It's ironic that this comes at a time when Facebook is being chastised for prioritizing its own development over the public good, and when it's being questioned about how it encourages the spread of misinformation. It's interesting to note that, in the midst of all this, the platform is still experimenting with new features that would effectively allow for this sort of behavior.
Recently, user @AkramAlodini tweeted a screenshot of a new Facebook test that allows users to simultaneously publish a post to numerous Facebook groups.
As seen in this screenshot (shared by Matt Navarra), the new feature would allow Facebook users to crosspost an update to numerous groups in which they are a member, allowing for more streamlined sharing and, perhaps, more individuals sharing more material into more groups, more frequently.
Isn't this the very behavior that WhatsApp wanted to curtail last year when it imposed new limits on how many times users can re-share messages?
WhatsApp limited message sharing to five times per message in January of last year in an attempt to curb the spread of misinformation in the platform, particularly COVID conspiracy content. In order to limit the capacity for misuse of its network, WhatsApp later added even stricter message forwarding restrictions.
WhatsApp claims that this strategy has been quite successful:
“Since putting into place the new limit, globally, there has been a 70% reduction in the number of highly forwarded messages sent on WhatsApp. This change is helping keep WhatsApp a place for personal and private conversations."

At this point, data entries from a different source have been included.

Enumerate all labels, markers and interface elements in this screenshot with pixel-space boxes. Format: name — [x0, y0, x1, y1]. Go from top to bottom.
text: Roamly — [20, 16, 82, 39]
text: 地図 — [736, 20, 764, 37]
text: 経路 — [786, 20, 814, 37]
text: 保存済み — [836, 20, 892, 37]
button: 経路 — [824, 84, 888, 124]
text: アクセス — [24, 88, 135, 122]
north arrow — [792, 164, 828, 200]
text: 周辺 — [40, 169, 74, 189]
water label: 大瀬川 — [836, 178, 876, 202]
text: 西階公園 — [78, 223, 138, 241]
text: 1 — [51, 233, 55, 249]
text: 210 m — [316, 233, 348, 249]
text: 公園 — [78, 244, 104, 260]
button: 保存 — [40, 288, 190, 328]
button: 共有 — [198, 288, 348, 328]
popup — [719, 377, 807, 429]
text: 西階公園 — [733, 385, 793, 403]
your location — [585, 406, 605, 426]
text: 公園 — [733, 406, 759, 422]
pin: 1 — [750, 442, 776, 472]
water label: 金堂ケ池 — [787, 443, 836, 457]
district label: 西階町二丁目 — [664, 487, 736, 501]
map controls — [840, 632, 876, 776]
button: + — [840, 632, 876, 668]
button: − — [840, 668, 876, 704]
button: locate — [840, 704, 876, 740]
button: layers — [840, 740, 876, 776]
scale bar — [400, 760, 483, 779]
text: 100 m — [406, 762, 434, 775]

As a result, WhatsApp, which is owned by Facebook, has essentially conceded that limiting the number of times a message may be forwarded, particularly in group chats, can have a significant influence on curbing the spread of misinformation. But now it wants to make that capabilities available on Facebook?
It appears to be a contradiction, which corresponds to Facebook whistleblower Frances Haugen's belief that the business will prioritize "its own interests, such as making more money," over the public good.
Sure, it's a small example, and there's no denying that being able to publish a Facebook post to many groups at once has its advantages, especially if you're passionate about a particular topic or interest and participate in multiple communities.
However, given the WhatsApp example, it appears to be a strange test.